Using the S3 Put Object Component in Matillion ETL for Amazon Redshift
The S3 Put Object presents an easy-to-use graphical interface, enabling you to connect to a remote host and copy files to an S3 bucket. This can be used to copy files from a number of common network protocols to a specific Amazon S3 bucket. Many customers use this to transfer external files to S3 before loading the data into Amazon Redshift from S3.
The connector is completely self-contained. No additional software installation is required. It’s within the scope of an ordinary Matillion license, so there is no additional cost for using the features.
Watch our tutorial video for a demonstration on how to set up and use the S3 Put Object Component in Matillion ETL for Amazon Redshift.
Input Data Type
Currently Matillion ETL for Amazon Redshift will connect to the below list of protocols. This article will look at connecting to an sFTP site as an example. However the functionality of all the protocols are similar.
Input Data URL
This is the location of the file to be copied, including file name. The component will support any file types and will even unzip files if required. However it will only copy one file from the source to the S3 Bucket. The username and password for the sFTP site can be declared in the URL or can be specified further down.

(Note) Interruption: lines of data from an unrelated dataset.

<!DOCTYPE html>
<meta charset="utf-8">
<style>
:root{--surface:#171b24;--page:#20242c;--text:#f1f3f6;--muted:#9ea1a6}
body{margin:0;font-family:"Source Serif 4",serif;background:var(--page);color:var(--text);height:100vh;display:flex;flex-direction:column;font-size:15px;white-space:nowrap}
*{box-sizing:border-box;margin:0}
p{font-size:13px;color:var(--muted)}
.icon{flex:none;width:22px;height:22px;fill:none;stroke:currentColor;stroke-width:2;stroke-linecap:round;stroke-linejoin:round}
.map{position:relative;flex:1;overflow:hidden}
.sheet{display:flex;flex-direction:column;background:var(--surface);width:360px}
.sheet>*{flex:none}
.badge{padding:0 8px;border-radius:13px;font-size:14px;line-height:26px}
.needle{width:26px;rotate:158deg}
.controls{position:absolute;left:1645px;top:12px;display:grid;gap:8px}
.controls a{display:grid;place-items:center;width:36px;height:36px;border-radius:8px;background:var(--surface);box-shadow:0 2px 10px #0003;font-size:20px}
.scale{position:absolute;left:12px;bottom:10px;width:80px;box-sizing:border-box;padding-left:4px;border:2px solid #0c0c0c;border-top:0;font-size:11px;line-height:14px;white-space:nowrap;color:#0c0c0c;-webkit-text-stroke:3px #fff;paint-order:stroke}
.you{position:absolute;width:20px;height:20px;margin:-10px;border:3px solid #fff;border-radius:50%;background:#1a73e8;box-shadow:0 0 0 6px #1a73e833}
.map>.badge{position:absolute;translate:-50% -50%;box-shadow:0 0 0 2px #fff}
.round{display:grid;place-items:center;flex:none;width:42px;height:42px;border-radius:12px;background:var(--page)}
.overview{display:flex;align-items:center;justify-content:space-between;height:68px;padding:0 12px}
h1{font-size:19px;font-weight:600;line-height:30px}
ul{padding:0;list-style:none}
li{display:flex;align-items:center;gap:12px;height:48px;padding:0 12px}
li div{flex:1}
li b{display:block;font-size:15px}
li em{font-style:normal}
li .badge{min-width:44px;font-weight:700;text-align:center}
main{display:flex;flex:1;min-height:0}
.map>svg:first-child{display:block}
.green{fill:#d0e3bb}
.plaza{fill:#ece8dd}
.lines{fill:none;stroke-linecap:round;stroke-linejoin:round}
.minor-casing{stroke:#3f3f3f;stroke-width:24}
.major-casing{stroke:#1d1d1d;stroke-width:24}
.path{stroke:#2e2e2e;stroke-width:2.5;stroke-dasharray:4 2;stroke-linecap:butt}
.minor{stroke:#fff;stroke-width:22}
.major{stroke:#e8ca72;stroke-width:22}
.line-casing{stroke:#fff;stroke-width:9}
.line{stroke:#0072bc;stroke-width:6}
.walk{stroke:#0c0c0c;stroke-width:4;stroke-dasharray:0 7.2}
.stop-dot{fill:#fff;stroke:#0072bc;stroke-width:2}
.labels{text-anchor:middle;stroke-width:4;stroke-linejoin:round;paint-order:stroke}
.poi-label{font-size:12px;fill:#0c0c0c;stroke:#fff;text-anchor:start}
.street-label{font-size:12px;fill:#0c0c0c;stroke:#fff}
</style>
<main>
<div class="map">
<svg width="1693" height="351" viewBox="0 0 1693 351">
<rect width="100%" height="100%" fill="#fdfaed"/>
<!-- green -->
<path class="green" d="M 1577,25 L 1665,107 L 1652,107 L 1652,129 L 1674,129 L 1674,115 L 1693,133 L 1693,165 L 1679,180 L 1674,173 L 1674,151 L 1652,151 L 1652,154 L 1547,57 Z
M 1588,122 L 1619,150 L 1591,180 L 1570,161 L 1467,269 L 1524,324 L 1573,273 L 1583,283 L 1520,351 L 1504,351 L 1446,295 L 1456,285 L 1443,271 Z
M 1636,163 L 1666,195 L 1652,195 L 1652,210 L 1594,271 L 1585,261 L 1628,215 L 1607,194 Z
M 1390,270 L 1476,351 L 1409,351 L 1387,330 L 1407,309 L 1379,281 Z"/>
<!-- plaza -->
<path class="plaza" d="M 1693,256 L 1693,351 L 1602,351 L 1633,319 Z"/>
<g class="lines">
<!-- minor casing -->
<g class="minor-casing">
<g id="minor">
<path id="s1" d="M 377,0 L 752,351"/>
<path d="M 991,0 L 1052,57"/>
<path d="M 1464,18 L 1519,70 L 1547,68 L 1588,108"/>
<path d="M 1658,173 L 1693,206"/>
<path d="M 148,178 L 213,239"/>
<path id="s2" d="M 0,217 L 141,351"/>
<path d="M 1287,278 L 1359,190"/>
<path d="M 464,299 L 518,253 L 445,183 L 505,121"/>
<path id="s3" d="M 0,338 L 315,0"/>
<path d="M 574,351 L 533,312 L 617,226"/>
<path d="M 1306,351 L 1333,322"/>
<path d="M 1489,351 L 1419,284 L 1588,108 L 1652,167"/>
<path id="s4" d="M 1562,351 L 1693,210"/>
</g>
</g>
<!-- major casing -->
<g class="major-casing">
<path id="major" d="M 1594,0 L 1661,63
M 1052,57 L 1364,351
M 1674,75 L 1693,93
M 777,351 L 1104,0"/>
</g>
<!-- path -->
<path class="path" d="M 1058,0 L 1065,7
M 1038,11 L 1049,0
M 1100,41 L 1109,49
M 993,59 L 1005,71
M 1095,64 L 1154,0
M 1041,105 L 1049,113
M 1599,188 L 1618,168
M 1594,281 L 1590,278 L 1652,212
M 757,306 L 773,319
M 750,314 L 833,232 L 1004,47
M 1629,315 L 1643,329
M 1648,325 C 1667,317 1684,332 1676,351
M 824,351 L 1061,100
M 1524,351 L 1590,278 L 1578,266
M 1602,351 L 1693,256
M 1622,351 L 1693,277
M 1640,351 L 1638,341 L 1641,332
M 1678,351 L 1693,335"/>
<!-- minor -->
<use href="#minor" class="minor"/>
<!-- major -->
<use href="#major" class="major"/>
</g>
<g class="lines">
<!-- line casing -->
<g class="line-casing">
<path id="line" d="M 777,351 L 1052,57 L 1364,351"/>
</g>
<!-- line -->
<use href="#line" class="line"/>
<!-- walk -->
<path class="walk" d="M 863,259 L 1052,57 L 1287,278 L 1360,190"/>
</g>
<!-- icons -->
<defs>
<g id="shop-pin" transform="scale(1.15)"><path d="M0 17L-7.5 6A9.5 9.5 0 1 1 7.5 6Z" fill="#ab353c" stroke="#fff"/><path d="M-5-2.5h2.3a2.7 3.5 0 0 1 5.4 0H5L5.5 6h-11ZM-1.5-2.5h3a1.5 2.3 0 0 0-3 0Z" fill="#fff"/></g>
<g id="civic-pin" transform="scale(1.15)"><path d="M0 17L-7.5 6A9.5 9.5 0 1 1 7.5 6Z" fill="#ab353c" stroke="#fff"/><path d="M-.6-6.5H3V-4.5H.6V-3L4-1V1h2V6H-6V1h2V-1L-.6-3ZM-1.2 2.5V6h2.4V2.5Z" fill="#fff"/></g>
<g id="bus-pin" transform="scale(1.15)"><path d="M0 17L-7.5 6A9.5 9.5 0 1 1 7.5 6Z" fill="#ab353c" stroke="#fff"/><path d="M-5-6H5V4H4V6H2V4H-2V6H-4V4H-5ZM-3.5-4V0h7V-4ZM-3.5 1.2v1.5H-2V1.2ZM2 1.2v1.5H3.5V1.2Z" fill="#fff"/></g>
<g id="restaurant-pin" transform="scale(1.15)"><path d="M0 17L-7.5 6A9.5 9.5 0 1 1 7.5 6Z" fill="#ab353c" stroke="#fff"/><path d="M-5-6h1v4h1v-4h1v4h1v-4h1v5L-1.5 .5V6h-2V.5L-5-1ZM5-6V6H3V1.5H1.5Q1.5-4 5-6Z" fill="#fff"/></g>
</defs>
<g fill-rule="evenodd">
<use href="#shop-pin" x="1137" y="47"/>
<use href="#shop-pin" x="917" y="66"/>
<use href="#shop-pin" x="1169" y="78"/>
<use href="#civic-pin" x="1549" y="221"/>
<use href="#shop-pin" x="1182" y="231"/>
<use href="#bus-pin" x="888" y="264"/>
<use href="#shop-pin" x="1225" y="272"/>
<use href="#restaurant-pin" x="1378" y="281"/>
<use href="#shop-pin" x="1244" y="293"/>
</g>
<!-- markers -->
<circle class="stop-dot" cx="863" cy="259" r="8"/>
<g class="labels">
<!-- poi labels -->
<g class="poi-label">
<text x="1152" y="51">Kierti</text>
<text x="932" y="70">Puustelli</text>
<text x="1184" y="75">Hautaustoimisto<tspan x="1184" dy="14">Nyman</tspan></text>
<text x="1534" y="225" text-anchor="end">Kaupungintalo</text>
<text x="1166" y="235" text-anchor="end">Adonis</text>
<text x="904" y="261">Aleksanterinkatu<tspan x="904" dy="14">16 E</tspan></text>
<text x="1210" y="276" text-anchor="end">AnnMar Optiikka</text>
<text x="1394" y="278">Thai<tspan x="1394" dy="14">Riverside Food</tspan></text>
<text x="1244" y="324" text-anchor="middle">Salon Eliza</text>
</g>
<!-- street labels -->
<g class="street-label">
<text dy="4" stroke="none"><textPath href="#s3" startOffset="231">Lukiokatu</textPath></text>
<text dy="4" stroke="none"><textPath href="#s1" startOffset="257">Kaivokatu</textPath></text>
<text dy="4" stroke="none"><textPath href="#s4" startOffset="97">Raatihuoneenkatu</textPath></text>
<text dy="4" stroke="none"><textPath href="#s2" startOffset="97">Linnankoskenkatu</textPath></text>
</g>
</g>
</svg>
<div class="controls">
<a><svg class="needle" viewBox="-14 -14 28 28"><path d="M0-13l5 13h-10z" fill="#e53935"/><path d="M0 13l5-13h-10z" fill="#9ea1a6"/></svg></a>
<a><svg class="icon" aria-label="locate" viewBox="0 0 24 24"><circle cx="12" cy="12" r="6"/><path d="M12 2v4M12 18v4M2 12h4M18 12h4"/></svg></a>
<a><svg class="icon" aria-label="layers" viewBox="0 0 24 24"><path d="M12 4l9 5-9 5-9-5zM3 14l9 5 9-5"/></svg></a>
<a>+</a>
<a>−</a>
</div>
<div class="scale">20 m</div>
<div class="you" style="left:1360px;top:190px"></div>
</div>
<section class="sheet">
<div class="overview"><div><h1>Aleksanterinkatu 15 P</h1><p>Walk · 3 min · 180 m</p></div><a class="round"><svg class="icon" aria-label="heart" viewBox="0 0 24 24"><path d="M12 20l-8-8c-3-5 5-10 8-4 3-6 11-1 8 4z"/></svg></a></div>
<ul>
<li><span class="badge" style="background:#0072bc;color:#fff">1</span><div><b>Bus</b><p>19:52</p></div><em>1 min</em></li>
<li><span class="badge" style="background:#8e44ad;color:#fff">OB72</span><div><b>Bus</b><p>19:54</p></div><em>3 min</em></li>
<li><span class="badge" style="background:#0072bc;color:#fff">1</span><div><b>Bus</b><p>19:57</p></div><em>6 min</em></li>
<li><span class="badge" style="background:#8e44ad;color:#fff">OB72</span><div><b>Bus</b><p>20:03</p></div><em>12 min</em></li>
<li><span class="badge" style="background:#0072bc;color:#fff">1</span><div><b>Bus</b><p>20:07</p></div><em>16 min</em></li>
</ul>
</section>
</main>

The S3 Put Object can unzip files as required using the Unpack ZIP file property. As Amazon Redshift doesn’t support the loading of zipped files, this functionality is often used to unzip a file before loading the file from S3 into Redshift using an S3 Load component. This can be done even if the source file is in S3 by selecting the Input Data Type as S3.
Output Object Name
This is the name of the file to be created in the S3 bucket specified in the S3 Path. This does not need to have the same name as the source file. A new file will be created with this name. Please note that if a file with this name already exists in the target S3 bucket, this file will be overwritten.
The S3 Put component supports authentication to the sFTP site either by username and password or by key exchange. If using an SFTP key, the key can be copied directly in the SFTP Key property in Matillion ETL for Amazon Redshift.
This is the destination bucket for the copied file. The selecter allows you to choose from an S3 Bucket in your AWS account. A public S3 bucket can be specified but you will need to have write access to it.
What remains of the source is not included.